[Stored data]
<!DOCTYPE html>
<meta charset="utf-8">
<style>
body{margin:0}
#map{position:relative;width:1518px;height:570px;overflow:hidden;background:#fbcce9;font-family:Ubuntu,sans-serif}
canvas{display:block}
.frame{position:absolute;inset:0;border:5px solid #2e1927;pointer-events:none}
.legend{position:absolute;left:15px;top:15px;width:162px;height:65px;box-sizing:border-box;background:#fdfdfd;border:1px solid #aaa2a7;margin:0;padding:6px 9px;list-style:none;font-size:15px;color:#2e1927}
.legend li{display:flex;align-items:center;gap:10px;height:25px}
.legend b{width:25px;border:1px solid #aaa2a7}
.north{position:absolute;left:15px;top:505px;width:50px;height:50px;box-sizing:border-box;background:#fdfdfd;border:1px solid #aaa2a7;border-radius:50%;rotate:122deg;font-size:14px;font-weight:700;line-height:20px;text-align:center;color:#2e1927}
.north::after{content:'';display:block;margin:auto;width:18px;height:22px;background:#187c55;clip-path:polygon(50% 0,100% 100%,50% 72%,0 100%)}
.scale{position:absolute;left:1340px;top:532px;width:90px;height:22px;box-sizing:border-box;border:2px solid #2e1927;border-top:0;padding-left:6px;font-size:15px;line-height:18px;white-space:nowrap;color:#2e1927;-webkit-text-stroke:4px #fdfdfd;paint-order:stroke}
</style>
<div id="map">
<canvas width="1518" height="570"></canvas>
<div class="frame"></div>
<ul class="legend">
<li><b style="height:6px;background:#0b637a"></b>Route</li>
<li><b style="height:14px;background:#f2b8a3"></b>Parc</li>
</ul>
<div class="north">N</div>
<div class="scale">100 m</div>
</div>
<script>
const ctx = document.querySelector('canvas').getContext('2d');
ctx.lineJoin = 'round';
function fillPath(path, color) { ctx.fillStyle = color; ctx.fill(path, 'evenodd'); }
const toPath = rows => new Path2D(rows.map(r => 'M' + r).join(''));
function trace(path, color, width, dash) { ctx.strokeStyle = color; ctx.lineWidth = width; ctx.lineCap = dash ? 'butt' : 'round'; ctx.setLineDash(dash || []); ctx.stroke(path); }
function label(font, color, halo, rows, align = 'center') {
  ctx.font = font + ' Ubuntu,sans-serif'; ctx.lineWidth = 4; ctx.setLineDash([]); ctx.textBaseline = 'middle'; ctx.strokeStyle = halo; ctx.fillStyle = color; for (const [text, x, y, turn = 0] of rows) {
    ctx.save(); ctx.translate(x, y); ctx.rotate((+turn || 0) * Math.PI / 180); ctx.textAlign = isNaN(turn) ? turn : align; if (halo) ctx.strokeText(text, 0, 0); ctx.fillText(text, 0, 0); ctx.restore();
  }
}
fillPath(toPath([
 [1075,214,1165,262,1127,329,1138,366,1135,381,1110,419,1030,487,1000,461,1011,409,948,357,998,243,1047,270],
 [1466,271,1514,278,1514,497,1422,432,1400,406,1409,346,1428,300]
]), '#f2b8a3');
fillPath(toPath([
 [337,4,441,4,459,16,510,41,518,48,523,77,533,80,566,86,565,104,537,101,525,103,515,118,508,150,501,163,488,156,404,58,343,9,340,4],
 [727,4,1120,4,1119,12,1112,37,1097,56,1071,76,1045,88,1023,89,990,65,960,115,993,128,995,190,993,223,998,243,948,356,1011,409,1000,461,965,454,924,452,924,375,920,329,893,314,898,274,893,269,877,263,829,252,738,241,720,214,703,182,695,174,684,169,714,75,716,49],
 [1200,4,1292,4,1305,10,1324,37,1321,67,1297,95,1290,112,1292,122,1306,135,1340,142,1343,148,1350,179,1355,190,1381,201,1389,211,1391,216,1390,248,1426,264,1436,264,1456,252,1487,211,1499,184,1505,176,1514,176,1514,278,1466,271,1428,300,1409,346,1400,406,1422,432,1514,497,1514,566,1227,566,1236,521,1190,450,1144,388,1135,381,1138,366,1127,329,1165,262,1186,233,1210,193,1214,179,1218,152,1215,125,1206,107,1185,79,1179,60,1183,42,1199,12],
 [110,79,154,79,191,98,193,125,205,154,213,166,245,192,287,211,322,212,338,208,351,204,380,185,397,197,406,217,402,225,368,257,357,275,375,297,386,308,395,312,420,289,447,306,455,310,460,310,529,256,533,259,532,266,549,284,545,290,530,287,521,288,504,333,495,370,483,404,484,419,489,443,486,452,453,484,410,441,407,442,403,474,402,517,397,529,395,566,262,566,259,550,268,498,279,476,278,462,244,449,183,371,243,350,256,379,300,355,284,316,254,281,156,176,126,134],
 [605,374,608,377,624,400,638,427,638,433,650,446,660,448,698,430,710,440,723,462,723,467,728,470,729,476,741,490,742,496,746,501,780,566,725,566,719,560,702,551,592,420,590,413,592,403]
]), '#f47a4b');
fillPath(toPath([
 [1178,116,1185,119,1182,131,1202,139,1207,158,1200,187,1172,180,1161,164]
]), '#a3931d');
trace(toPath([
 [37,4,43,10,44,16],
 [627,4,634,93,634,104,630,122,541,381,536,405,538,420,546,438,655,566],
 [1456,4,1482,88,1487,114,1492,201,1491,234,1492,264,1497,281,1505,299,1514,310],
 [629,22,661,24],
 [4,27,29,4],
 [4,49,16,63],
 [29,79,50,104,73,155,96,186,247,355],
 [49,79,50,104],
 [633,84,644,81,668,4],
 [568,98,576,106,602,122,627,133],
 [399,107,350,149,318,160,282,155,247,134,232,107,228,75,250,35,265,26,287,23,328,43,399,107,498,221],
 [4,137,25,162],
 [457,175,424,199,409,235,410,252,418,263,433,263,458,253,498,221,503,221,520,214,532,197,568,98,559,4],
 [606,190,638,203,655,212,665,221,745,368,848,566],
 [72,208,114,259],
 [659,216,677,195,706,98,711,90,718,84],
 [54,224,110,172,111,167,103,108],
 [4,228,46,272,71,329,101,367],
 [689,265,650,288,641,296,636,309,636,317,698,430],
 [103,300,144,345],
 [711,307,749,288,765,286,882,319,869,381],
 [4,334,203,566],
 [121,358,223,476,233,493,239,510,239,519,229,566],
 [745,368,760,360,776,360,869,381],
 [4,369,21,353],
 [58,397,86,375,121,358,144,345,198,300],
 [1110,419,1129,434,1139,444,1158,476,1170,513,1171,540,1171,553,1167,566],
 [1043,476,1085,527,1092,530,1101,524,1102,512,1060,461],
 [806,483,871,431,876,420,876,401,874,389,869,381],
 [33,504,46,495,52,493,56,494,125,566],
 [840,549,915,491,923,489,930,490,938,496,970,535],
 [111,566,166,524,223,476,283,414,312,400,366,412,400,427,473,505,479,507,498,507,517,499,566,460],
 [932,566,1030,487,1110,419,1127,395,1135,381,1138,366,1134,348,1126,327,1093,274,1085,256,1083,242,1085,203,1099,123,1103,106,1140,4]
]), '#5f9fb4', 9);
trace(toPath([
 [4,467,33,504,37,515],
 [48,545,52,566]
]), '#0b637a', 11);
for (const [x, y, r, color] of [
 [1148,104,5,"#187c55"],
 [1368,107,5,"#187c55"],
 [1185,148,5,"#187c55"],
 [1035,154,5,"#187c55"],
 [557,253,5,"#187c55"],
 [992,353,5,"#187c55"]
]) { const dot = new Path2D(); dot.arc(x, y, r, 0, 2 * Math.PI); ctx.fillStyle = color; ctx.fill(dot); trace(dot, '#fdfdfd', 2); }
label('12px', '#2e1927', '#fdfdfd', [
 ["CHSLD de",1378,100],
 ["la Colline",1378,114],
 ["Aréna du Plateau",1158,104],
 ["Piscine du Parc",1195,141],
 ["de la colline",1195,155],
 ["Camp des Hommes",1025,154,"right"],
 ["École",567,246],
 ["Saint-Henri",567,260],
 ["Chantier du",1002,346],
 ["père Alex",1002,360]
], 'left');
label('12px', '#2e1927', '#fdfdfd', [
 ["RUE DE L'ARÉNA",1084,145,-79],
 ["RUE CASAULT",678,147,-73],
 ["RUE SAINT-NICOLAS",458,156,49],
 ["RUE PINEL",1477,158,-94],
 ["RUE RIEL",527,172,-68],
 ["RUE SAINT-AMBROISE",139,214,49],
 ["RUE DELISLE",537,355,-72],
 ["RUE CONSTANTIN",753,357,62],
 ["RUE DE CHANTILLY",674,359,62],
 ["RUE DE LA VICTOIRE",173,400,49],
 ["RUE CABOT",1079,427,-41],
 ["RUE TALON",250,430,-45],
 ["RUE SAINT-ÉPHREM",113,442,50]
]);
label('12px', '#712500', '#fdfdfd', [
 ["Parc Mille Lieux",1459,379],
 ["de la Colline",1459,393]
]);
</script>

*TASK PROMPT:* Copy out the lines of the data where the word "lineWidth" can be found.

*WRITTEN ANSWER:*
function trace(path, color, width, dash) { ctx.strokeStyle = color; ctx.lineWidth = width; ctx.lineCap = dash ? 'butt' : 'round'; ctx.setLineDash(dash || []); ctx.stroke(path); }
  ctx.font = font + ' Ubuntu,sans-serif'; ctx.lineWidth = 4; ctx.setLineDash([]); ctx.textBaseline = 'middle'; ctx.strokeStyle = halo; ctx.fillStyle = color; for (const [text, x, y, turn = 0] of rows) {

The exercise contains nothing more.